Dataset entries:

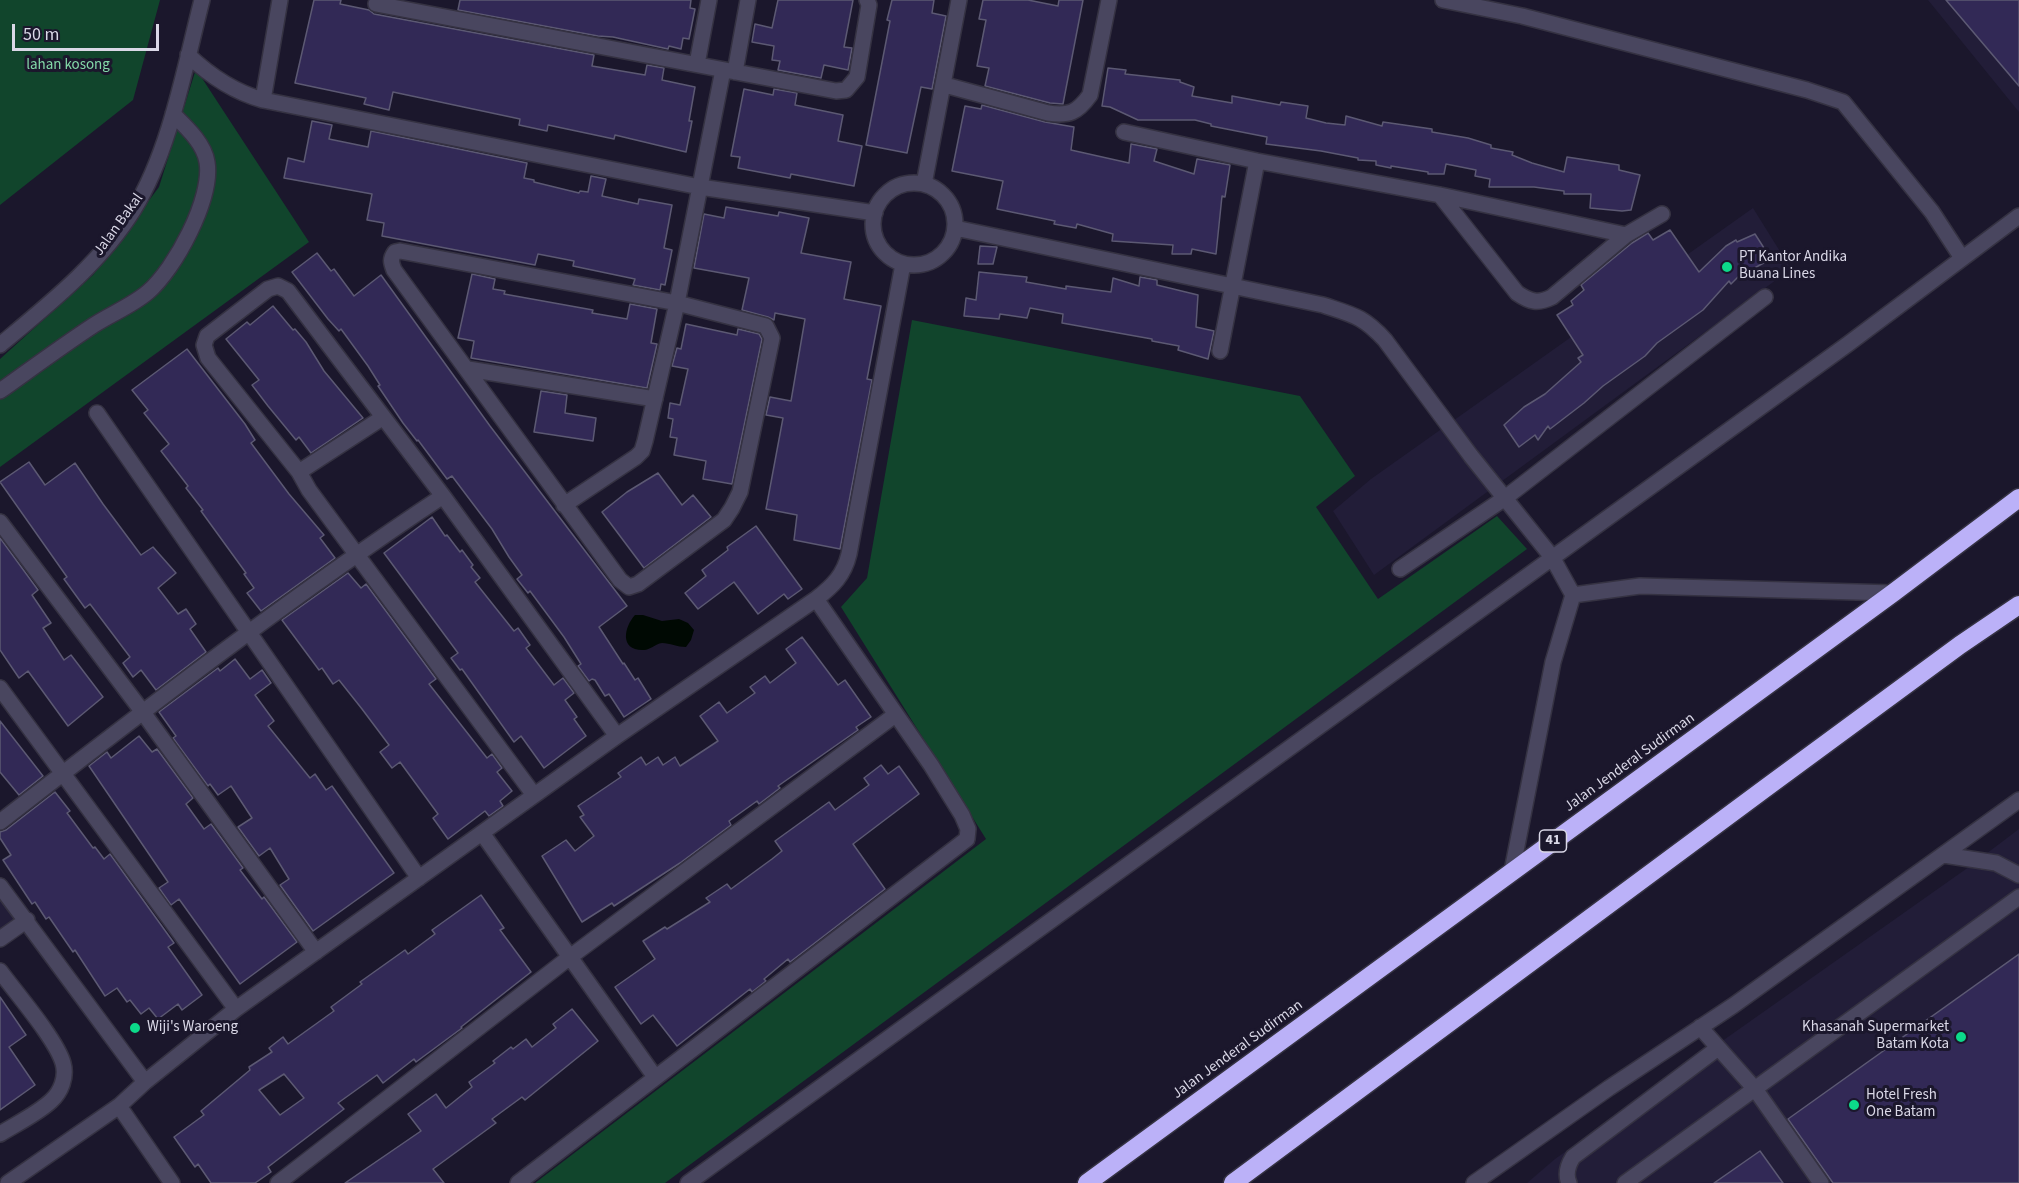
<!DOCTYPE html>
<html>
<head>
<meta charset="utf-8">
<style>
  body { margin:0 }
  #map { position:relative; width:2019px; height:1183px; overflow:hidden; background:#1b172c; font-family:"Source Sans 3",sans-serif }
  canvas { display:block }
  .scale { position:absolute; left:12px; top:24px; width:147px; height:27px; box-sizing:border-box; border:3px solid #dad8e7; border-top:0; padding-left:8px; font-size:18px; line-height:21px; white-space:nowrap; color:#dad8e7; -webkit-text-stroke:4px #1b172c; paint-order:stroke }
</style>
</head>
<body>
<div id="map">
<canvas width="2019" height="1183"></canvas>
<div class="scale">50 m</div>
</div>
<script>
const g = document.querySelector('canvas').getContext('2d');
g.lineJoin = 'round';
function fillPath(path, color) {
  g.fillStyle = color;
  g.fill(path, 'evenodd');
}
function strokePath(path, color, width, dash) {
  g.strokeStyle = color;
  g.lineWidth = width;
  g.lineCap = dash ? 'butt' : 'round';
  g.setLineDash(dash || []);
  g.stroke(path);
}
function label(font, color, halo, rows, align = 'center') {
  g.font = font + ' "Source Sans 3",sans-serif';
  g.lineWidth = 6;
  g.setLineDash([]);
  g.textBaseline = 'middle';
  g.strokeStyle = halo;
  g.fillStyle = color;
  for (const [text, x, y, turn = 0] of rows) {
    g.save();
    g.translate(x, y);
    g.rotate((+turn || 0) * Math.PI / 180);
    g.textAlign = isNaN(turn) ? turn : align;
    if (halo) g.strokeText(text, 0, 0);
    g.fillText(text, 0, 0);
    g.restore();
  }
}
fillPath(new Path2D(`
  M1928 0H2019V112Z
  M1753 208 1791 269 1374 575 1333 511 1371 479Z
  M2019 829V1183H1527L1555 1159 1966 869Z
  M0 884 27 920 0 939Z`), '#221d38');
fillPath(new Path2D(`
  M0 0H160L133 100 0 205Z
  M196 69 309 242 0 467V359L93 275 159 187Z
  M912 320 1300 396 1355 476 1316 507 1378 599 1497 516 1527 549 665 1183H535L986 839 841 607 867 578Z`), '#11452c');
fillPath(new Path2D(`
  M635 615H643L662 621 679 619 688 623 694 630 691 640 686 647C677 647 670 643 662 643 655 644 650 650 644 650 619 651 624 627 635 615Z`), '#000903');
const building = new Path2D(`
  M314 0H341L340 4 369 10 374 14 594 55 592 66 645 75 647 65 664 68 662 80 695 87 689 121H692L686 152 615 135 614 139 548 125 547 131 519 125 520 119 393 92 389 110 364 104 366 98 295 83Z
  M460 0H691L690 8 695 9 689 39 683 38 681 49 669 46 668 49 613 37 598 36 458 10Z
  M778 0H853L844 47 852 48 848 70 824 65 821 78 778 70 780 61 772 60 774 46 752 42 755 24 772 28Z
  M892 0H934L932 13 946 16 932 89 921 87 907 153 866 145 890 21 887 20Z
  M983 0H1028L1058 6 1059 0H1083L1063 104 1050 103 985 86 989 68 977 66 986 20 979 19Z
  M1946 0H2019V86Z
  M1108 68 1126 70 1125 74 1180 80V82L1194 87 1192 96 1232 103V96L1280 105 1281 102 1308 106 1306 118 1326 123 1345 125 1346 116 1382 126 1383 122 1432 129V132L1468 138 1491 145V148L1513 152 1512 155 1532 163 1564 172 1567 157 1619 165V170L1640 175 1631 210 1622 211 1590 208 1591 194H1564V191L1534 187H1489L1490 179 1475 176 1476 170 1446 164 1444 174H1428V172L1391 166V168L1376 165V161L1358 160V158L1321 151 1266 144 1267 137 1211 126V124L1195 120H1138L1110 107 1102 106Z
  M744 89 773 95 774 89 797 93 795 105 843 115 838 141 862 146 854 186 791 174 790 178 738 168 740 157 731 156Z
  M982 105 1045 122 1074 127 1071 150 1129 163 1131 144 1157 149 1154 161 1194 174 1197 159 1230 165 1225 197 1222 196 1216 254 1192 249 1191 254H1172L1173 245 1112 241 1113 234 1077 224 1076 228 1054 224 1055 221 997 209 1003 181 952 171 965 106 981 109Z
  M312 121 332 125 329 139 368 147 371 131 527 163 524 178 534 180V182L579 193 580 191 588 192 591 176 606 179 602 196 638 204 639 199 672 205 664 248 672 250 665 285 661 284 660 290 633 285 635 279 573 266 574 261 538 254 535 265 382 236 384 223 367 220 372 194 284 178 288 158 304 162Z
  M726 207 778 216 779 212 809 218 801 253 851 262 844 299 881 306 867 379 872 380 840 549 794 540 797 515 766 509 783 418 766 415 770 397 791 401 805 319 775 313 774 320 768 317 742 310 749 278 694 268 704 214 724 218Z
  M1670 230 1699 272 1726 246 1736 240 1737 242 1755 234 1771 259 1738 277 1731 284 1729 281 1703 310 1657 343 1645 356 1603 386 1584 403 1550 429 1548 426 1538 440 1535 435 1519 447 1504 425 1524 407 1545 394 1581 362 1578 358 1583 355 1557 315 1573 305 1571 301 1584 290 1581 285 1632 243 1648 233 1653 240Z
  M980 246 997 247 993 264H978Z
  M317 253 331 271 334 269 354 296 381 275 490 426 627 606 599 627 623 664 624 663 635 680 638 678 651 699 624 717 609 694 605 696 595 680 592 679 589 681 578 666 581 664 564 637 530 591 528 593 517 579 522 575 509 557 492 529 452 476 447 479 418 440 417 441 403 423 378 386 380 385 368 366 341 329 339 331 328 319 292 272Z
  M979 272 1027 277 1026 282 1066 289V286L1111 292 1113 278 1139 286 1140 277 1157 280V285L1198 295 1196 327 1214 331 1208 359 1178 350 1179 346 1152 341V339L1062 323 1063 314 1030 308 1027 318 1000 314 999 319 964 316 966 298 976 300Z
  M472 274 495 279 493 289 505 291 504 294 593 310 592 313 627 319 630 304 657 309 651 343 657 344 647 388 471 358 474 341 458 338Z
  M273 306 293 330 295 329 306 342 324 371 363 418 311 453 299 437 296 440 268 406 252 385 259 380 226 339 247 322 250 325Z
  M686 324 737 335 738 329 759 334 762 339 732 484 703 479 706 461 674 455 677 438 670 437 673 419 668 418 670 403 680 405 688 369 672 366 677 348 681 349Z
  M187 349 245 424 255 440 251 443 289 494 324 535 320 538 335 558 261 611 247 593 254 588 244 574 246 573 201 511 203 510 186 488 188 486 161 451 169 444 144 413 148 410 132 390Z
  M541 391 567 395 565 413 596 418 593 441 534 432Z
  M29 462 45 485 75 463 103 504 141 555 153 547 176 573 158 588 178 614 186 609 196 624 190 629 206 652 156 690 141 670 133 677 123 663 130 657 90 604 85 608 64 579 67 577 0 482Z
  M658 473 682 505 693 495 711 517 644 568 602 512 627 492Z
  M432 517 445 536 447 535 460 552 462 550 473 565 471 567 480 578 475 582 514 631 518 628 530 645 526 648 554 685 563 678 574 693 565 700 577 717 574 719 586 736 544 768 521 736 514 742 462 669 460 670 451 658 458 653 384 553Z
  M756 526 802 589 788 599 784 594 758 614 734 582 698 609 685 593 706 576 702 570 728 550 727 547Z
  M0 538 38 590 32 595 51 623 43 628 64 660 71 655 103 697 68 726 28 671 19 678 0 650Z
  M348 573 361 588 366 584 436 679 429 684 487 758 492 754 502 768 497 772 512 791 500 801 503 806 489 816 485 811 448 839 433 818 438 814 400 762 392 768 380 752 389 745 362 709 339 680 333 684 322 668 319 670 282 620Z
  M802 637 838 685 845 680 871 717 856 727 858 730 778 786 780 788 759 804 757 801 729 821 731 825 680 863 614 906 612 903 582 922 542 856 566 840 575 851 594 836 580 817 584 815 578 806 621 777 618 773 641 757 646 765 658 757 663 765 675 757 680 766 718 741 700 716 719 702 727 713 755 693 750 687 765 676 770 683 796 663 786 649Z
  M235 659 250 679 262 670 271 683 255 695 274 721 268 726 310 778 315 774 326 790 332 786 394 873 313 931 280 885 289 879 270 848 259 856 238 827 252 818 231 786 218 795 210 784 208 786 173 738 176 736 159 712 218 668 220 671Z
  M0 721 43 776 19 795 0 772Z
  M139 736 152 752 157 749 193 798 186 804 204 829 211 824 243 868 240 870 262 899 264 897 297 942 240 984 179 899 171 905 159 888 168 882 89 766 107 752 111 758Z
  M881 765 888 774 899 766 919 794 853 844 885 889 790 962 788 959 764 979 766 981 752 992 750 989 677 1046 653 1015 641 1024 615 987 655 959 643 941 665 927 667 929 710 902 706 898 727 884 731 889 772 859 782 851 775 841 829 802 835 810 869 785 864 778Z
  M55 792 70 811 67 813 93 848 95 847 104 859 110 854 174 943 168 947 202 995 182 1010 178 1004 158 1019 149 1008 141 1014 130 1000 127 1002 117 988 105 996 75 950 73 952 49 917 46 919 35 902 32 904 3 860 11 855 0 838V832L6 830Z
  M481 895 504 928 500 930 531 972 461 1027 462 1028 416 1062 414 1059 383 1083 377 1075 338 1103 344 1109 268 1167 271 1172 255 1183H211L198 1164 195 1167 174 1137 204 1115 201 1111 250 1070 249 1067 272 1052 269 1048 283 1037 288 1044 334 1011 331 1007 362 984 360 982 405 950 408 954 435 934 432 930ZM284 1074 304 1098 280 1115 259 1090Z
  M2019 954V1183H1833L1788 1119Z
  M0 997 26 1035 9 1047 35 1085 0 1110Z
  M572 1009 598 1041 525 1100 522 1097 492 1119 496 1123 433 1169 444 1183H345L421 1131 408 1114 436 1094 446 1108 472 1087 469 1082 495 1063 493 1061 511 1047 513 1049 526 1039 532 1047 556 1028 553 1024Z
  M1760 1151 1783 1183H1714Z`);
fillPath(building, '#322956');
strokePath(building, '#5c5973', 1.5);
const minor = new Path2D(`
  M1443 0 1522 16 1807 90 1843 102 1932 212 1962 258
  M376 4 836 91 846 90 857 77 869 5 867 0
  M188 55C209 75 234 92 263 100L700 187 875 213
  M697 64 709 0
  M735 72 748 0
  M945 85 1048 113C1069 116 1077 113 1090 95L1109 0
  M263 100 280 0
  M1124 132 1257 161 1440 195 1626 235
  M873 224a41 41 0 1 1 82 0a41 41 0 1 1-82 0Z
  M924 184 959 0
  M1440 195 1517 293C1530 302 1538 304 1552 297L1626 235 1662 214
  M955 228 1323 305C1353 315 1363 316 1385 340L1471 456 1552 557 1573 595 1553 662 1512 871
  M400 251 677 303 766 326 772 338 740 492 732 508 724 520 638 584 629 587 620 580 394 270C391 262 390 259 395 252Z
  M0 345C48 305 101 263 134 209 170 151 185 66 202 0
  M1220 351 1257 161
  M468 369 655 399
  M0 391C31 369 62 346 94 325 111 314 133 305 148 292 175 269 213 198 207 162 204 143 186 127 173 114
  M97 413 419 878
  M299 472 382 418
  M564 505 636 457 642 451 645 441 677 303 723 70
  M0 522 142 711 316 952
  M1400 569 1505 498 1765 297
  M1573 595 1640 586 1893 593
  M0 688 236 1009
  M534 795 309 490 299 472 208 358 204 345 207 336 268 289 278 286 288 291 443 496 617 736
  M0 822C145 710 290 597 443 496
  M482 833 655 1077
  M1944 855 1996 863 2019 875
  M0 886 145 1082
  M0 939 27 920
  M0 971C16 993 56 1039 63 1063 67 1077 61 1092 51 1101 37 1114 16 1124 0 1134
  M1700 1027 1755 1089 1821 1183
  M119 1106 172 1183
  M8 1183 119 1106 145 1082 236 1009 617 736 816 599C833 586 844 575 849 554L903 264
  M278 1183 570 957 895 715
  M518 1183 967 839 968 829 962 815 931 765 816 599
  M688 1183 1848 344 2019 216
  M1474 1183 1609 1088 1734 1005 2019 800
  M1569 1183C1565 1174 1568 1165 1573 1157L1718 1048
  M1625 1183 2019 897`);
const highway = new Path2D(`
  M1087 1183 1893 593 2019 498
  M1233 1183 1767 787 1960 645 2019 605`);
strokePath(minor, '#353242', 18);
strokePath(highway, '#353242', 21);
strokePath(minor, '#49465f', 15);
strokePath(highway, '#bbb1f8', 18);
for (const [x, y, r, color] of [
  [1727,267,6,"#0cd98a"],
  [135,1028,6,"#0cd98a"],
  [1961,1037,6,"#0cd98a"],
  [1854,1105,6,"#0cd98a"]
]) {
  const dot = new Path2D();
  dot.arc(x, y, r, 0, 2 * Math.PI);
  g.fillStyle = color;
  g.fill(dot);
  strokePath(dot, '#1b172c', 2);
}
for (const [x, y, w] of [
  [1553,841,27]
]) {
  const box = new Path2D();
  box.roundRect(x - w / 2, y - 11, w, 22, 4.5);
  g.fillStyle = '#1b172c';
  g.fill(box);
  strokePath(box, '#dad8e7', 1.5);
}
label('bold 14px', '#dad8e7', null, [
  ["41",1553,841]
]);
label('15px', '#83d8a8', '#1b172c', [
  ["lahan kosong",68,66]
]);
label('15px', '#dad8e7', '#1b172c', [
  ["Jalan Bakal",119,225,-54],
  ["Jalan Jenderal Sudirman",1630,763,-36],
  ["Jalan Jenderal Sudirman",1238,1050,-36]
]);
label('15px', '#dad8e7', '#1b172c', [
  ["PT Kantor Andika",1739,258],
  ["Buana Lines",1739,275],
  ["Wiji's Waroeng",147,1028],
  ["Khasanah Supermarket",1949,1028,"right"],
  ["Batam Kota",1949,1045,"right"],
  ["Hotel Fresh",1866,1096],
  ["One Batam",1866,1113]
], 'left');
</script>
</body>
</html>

◆ **TASK**: Among the lines of the preceding data, which ones hold the word "strokeStyle"? List them.

◆ **EXERCISE RESPONSE**:
  g.strokeStyle = color;
  g.strokeStyle = halo;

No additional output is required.